- Problem to work on: For this listing, report how many lines contain the string "linecap", using only a number.

- Entries supplied:
Start of Block

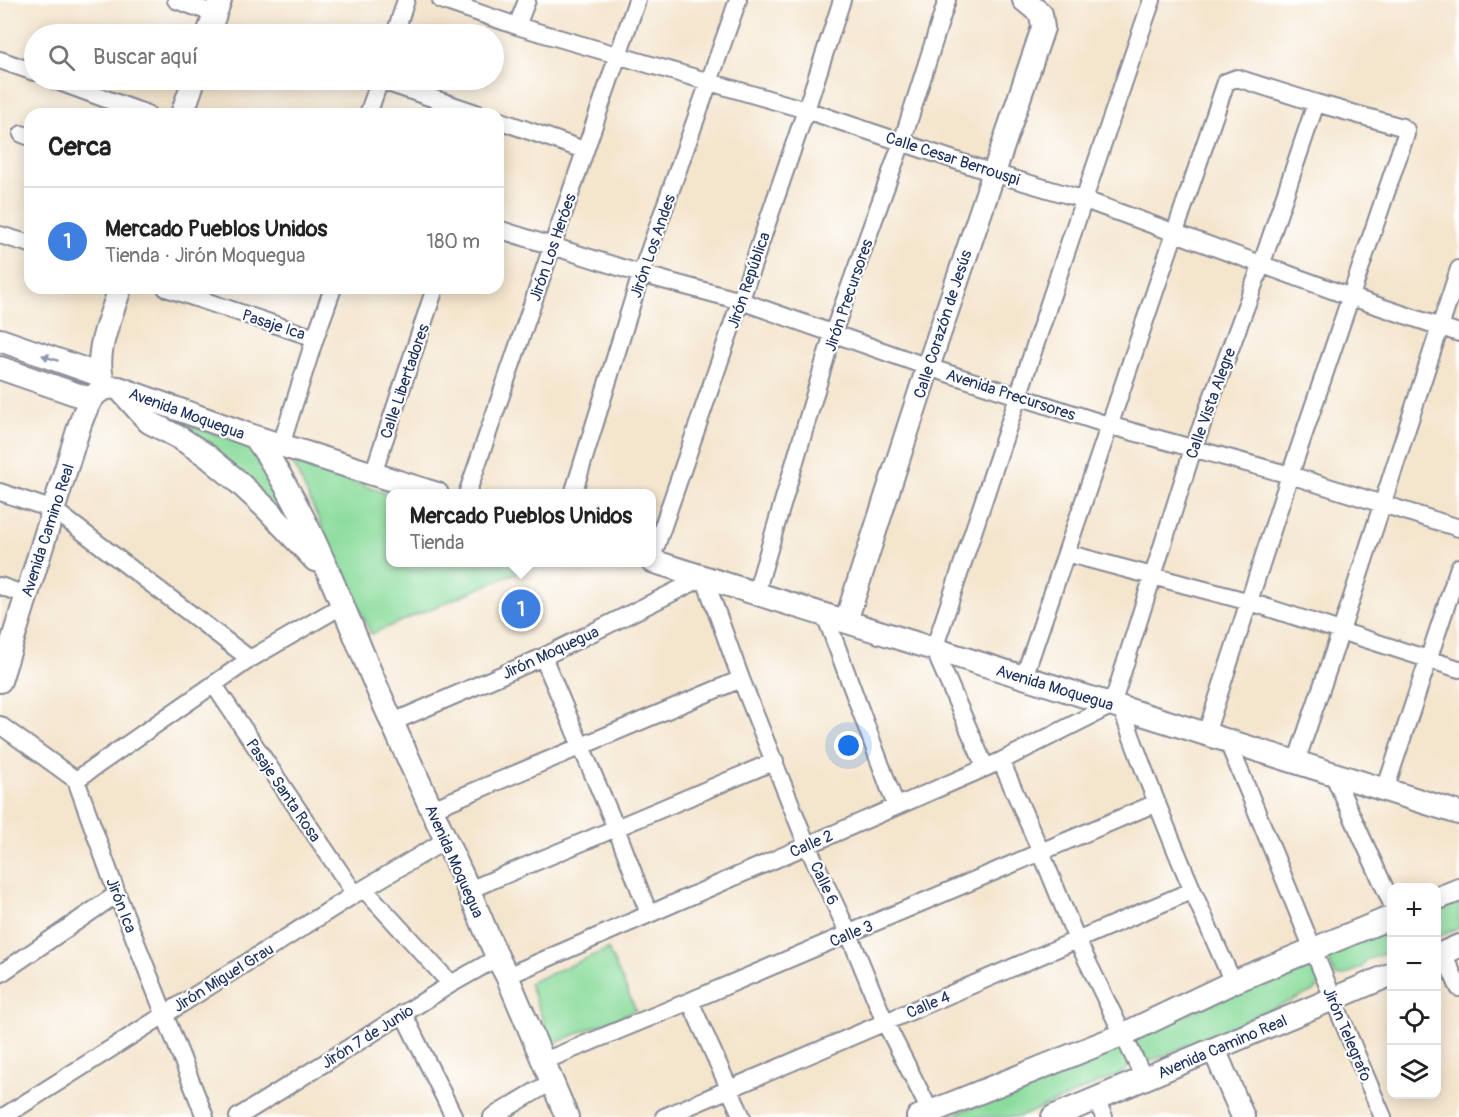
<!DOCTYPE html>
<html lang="es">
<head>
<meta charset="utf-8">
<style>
	body { margin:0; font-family:Pangolin,sans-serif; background:#f6f6f6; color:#222 }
	.controls { position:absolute; right:18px; bottom:18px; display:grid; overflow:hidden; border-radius:12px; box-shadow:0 3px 15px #0003 }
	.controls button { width:54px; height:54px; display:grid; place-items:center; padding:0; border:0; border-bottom:2px solid #e0e0e0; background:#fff; color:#222; font:30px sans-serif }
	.you { position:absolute; left:849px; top:746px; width:21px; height:21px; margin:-15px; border:4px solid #fff; border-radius:50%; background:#1a73e8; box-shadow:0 0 0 9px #1a73e833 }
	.badge { display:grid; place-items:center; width:39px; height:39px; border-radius:50%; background:#b45309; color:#fff; font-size:20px; font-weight:700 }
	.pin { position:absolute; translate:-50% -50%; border:3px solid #fff; box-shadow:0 2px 6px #0006 }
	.popup { position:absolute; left:386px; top:489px; width:270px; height:78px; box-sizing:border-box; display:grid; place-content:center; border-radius:12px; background:#fff; filter:drop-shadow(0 2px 4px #0005); font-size:20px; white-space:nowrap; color:#767676 }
	.popup b { font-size:22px; color:#222 }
	.popup::after { content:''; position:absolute; left:50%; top:100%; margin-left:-12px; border:12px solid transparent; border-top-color:#fff }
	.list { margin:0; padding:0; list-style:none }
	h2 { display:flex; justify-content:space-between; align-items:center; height:78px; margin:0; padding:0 24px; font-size:26px }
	h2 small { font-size:20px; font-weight:400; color:#767676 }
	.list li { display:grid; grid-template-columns:39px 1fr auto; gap:18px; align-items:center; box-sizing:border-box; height:108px; padding:0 24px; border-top:2px solid #e0e0e0 }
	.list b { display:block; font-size:22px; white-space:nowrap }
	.list p { margin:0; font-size:20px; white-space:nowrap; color:#767676 }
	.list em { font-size:20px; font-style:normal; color:#767676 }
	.icon { flex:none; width:33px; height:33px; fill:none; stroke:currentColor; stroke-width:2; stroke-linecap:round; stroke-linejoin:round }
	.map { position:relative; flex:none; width:1459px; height:1117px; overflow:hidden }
	.search { position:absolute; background:#fff; box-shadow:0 3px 15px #0003; left:24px; top:24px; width:480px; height:66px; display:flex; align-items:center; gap:15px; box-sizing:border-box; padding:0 21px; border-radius:33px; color:#767676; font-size:22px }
	.panel { position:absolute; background:#fff; box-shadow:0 3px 15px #0003; left:24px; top:108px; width:480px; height:186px; border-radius:18px }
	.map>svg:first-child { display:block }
	.green { fill:#8bdc9c; stroke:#53867d; stroke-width:1.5 }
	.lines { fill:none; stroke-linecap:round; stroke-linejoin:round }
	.street-casing { stroke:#888a96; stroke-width:20 }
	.secondary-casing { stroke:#888a96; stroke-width:26 }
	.street { stroke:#fff; stroke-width:16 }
	.secondary { stroke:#fff; stroke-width:22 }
	.oneway { fill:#8d97ae }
	.labels { text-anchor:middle; stroke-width:4.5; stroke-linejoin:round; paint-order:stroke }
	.street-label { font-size:16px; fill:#1b2f5e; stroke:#fff }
</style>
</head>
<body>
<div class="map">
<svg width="1459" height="1117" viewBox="0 0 1459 1117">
	<rect width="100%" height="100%" fill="#fff"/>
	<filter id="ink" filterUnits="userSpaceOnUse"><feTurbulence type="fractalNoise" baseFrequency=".0167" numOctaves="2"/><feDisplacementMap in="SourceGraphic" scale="12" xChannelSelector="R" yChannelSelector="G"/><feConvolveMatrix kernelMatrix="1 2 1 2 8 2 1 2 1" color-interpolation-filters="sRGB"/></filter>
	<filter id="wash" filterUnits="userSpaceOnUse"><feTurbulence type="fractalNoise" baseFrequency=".008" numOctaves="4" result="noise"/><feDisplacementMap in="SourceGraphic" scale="24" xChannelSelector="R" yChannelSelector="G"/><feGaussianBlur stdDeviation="1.35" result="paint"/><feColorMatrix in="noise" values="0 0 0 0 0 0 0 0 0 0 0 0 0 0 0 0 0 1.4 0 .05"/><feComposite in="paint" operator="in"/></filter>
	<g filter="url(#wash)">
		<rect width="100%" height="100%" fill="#f4e5cd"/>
		<path class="green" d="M 160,417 L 245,443 L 260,453 L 299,527 Z
			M 293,463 L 390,494 L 390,562 L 539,563 L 371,634 Z
			M 1459,895 L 1459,928 L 1437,937 L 1436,905 Z
			M 1391,925 L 1391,951 L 1366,960 L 1361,968 L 1340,977 L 1335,975 L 1328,958 L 1332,951 Z
			M 608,949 L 636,1010 L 552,1044 L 529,983 Z
			M 1306,964 L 1312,967 L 1320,983 L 1316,990 L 1148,1062 L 1142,1059 L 1135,1042 L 1139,1034 Z
			M 1115,1046 L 1122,1049 L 1129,1065 L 1125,1072 L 1020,1117 L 948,1117 Z"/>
	</g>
	<g filter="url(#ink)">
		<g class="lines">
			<g class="street-casing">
				<path id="street" d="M 176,0 L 215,14
					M 441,0 L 517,26 L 806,110 L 993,173 L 1082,199 L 1351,297 L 1459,333
					M 517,26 L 527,0
					M 395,34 L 406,0
					M 0,60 L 34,72
					M 54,80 L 147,114
					M 379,80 L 479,114
					M 368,114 L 380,80
					M 498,120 L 584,150
					M 22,134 L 30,137
					M 498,229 L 641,274 L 741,301 L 928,367 L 1108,425 L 1290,475 L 1459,528
					M 0,235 L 30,244
					M 166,288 L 315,338
					M 281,445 L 315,338 L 333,288
					M 373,474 L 435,288
					M 0,492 L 54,510 L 250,659
					M 467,494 L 637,0
					M 573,494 L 641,274 L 738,0
					M 1066,553 L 1250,602 L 1459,669
					M 652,558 L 806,110 L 842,0
					M 0,586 L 26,595
					M 756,593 L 833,333 L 902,142 L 947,0
					M 825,615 L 896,806
					M 543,657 L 616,828 L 649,914
					M 1024,677 L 1226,82 L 1237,78 L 1316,103 L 1402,127 L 1406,130 L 1406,134 L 1290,475 L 1206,734
					M 214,685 L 355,894
					M 1121,707 C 1154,801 1192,892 1233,982
					M 393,722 L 543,657 L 704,577 L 741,679 L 807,845 L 849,934 L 885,1022 L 933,1117
					M 0,725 L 76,780 L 117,894 L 205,1117
					M 1227,740 C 1280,866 1329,992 1383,1117
					M 1001,761 L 1041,852 L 1077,940 L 1144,1078
					M 1296,762 L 1341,631 L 1459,269
					M 985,767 L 934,649 C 1007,432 1077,215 1152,0
					M 1333,774 L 1392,904
					M 76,780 L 250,659 L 343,605
					M 1385,790 L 1459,567
					M 432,809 L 741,679
					M 364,889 L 451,984
					M 469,890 L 775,761
					M 1443,953 L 1459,988
					M 0,974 L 117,894
					M 507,976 L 1001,761 L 1112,705 L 1193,449 L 1262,263 L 1316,103
					M 690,1001 L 742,1117
					M 403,1013 L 454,1117
					M 544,1061 L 690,1001 L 1156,803
					M 1096,1099 L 1104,1117
					M 3,1117 L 355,894 L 446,840
					M 238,1117 L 451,984 L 497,958
					M 492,1117 L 553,1081
					M 664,1117 L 1191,891"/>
			</g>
			<g class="secondary-casing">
				<path id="secondary" d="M 208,34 L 220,0
					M 182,114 L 194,80
					M 0,340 L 100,375
					M 0,368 L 90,399
					M 105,386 C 91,356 111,318 120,288
					M 122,392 L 149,422 L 180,438 L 206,455 L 235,479 L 266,508 L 315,560
					M 255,437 C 302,503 333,582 364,657 C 394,730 428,801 461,873 C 477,907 489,943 507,976 L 567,1117
					M 652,561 L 1459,813
					M 846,621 L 928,367 L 1043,28 L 1041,14 L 1024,0
					M 0,681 L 80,424 C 87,405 94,384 119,388 L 255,437 L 437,494
					M 1436,899 L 1459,890
					M 1436,956 L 1459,946
					M 1214,1049 L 1243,1117
					M 918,1117 L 1122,1035 L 1233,982 L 1392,917
					M 1053,1117 L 1392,974"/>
			</g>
			<use href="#street" class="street"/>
			<use href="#secondary" class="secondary"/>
		</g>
		<defs><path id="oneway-solid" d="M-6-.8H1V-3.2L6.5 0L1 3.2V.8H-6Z" transform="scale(1.5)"/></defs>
		<use class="oneway" href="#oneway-solid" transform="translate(50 358) rotate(-161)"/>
	</g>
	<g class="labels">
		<g class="street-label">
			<text transform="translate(953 158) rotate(18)" y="6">Calle Cesar Berrouspi</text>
			<text transform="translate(652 246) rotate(-71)" y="6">Jirón Los Andes</text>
			<text transform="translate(552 247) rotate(-71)" y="6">Jirón Los Heróes</text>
			<text transform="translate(748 280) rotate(-71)" y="6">Jirón República</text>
			<text transform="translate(848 295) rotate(-71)" y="6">Jirón Precursores</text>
			<text transform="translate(274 324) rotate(18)" y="6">Pasaje Ica</text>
			<text transform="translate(942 324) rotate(-72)" y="6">Calle Corazón de Jesús</text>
			<text transform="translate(404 381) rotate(-71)" y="6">Calle Libertadores</text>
			<text transform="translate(1011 394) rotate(18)" y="6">Avenida Precursores</text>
			<text transform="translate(1210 403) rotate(-70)" y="6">Calle Vista Alegre</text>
			<text transform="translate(187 413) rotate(20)" y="6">Avenida Moquegua</text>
			<text transform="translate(47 530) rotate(-72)" y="6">Avenida Camino Real</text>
			<text transform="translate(550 652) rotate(-25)" y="6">Jirón Moquegua</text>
			<text transform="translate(1055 687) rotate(17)" y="6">Avenida Moquegua</text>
			<text transform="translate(284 790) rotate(56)" y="6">Pasaje Santa Rosa</text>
			<text transform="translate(811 843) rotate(-24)" y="6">Calle 2</text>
			<text transform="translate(455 861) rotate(66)" y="6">Avenida Moquegua</text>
			<text transform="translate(825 883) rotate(65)" y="6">Calle 6</text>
			<text transform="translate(122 905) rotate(69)" y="6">Jirón Ica</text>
			<text transform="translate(851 933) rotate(-23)" y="6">Calle 3</text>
			<text transform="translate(223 977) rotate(-32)" y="6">Jirón Miguel Grau</text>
			<text transform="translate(928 1004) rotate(-23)" y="6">Calle 4</text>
			<text transform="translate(1348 1034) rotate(67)" y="6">Jirón Telegrafo</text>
			<text transform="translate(367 1036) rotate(-32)" y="6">Jirón 7 de Junio</text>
			<text transform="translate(1222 1046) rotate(-23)" y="6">Avenida Camino Real</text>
		</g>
	</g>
</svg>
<div class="controls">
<button>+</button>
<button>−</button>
<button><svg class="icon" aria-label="locate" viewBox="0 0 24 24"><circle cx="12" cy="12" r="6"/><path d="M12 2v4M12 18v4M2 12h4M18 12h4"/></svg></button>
<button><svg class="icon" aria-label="layers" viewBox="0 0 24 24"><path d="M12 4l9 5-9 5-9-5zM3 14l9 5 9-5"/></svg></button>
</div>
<div class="you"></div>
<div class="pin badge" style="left:521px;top:609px;background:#3f7fe0">1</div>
<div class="popup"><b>Mercado Pueblos Unidos</b>Tienda</div>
<div class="search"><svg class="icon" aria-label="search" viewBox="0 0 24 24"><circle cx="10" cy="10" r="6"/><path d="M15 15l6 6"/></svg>Buscar aquí</div>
<section class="panel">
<h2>Cerca<small></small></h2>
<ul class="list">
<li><span class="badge" style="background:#3f7fe0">1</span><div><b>Mercado Pueblos Unidos</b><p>Tienda · Jirón Moquegua</p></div><em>180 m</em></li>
</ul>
</section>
</div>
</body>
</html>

End of Block

- Response to this task: 2